İlber Ortaylı: Herkesin kendine göre bir Türkçe uydurduğu memlekette lisan olmaz

İlber Ortaylı: Herkesin kendine göre bir Türkçe uydurduğu memlekette lisan olmaz

Tarihçi Prof. Dr. İlber Ortaylı, dil konusunda değerlendirmelerde bulundu. İnsanların dilleri konusunda hassas olması gerektiğini vurgulayan Ortaylı, "Herkesin kendine göre bir Türkçe uydurduğu bir memlekette lisan olmaz" dedi. 

11’inci Kocaeli Kitap Fuarı kapsamında, ‘Bir Ömür Nasıl Yaşanır’ söyleşisi düzenlendi. Yoğun katılımın olduğu söyleşide konuşan tarihçi Prof. Dr. İlber Ortaylı, şunları söyledi:

“Kültür her şeyi içeren bir kavramdır. Dil konusunda insanların çok hassas olması gerekiyor. Yazma ve konuşma kurallarında ister istemez bir kopukluk başlıyor. O dilin üyesi olan topluluklarda ve toplumda uzaklaşma, parçalanma başlıyor. Bütün dünyada sosyal sınıflar arasında bir fark vardır. Bunu abartmayalım. Mesela Oxford’da bir çocuk imtihan kazanıyor. Diyorlar ki ‘Bunu almadınız’, diyorlar ki ‘Sözlüde çaktırdık’. Çünkü sokak İngilizcesi, argo konuşuyor. Orada has İngilizcenin konuşulup yazılması lazım. Böyle bir kural var. Dolayısıyla sizin parlamentoda duyduğunuz önde gelen spikerler, politikacılar İngiltere’de doğru dürüst İngilizce konuşurlar. Gazeteler İngilizce yazar, kitaplar bununla çıkar. Fransa’da da böyledir, Almanya’da da böyledir. Böyle herkesin kendine göre bir Türkçe uydurduğu, herkesin kendi evindeki şiveyi televizyona getirmeyi iddia ettiği bir memlekette lisan olmaz. Efendim ‘Bizim mahalli şivemizi mi küçümsüyorsun?’ dersen, sen zaten o mahalli şiveyi konuşmuyorsun” 

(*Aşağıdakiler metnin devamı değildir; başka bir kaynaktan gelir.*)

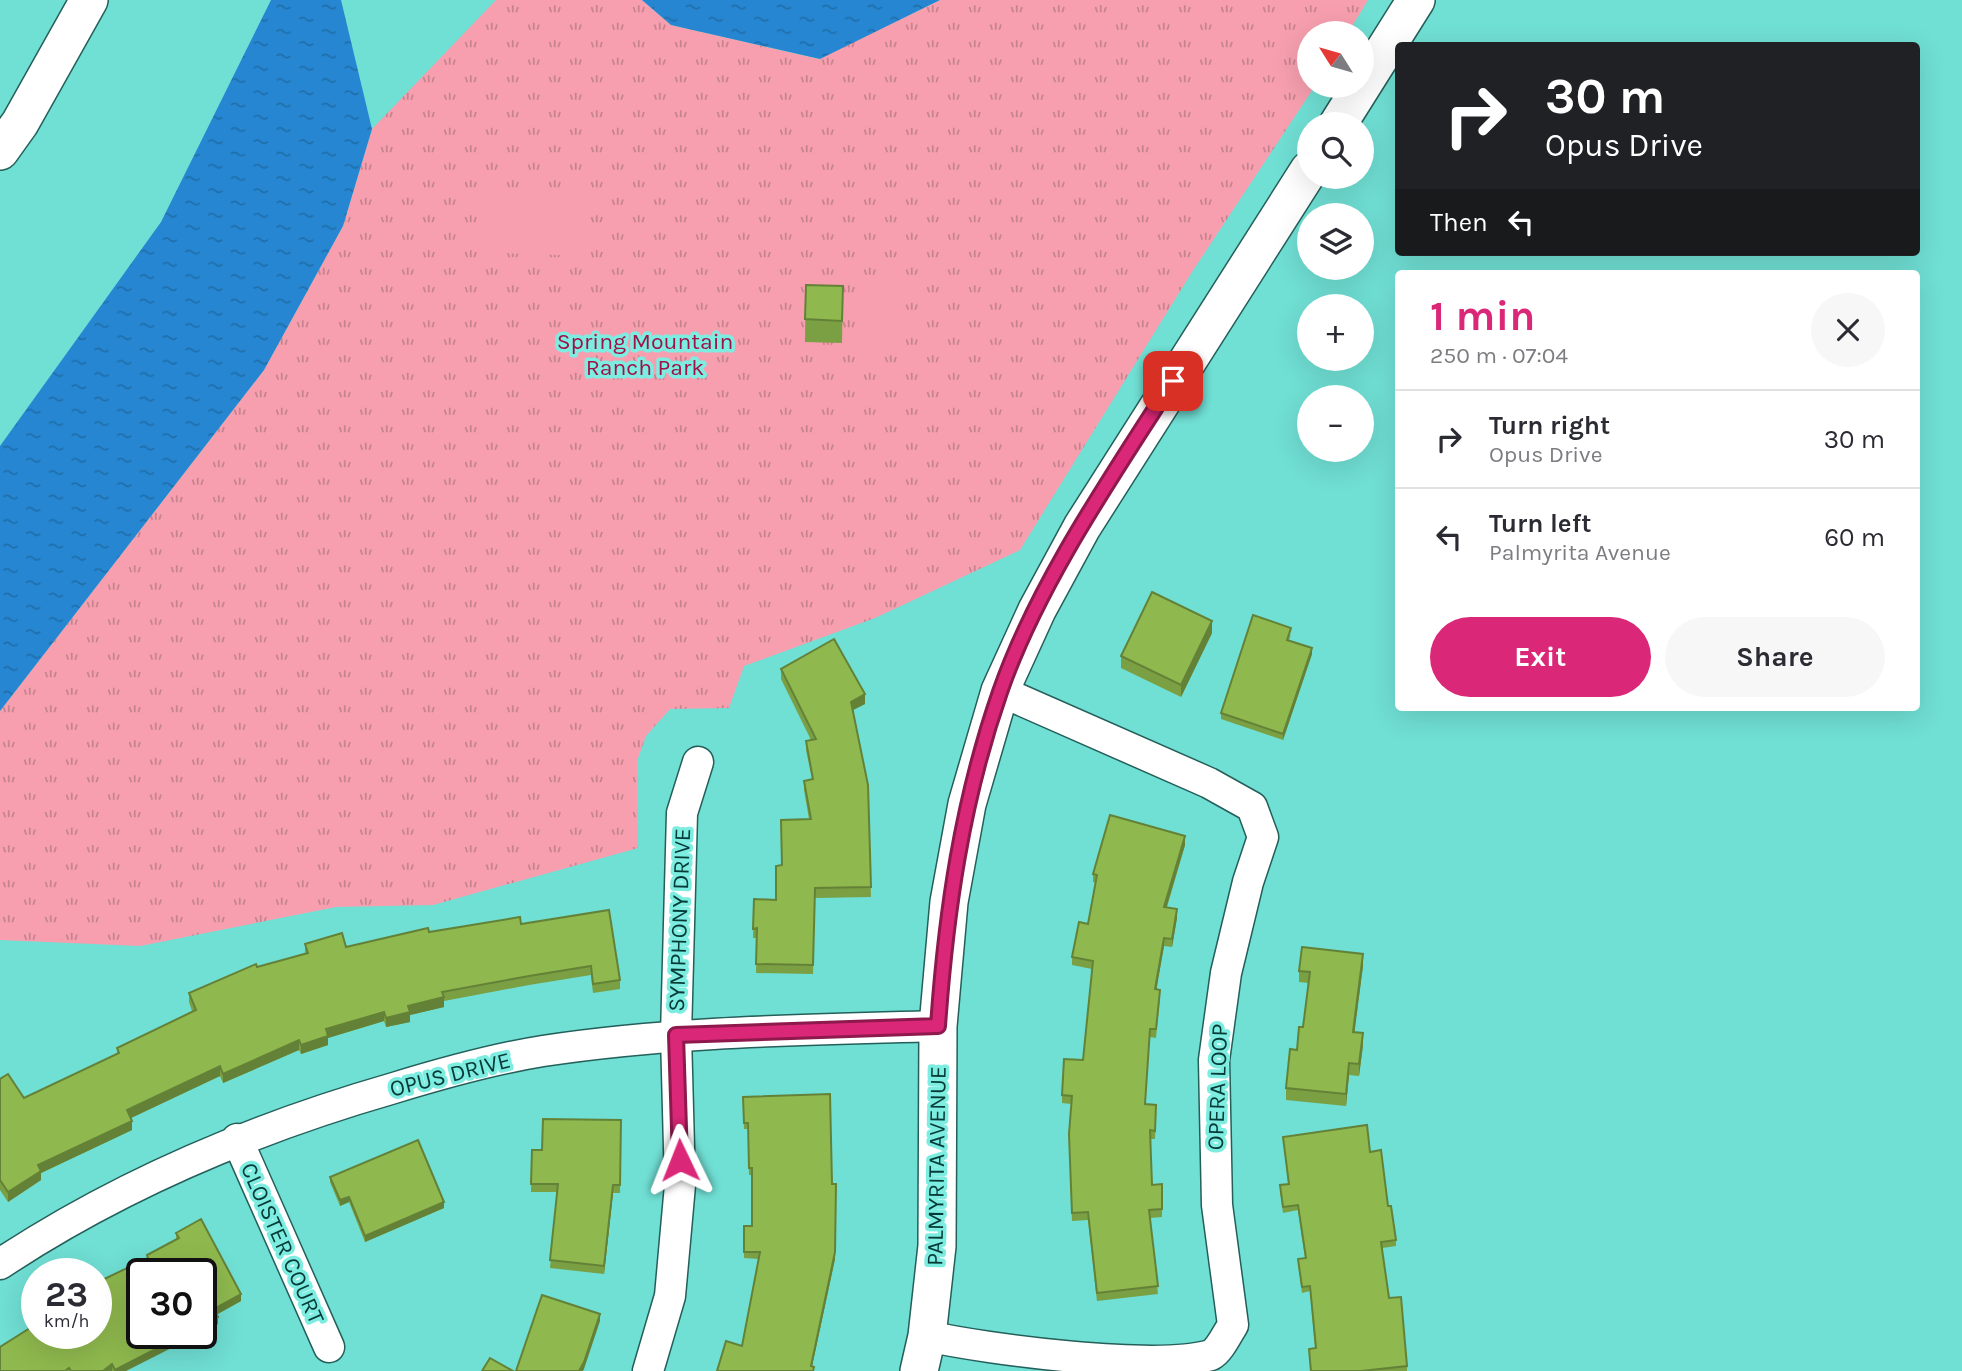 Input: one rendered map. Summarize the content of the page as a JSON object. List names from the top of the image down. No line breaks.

Prof.Dr. Ortaylı, “Üniversitelerde eskiden vardı. Fransa’dan bir örnek vereyim; Deneme dersi verilirdi, doçentlikte bu deneme dersinde kalanlar olurdu. Doğru dürüst dil konuşacaksınız, nerden geldiğiniz önemli değil. Türkçeniz doğru olması gerekir. Çünkü siz memleketin münevverlerine ders vereceksiniz, mezun ettiğiniz çocuklar milli aydın sınıfına girecek. Dolayısıyla buna dikkat etmeniz gerekir” dedi.

"Mutlu bir işte çalışmazsanız hasta olursunuz"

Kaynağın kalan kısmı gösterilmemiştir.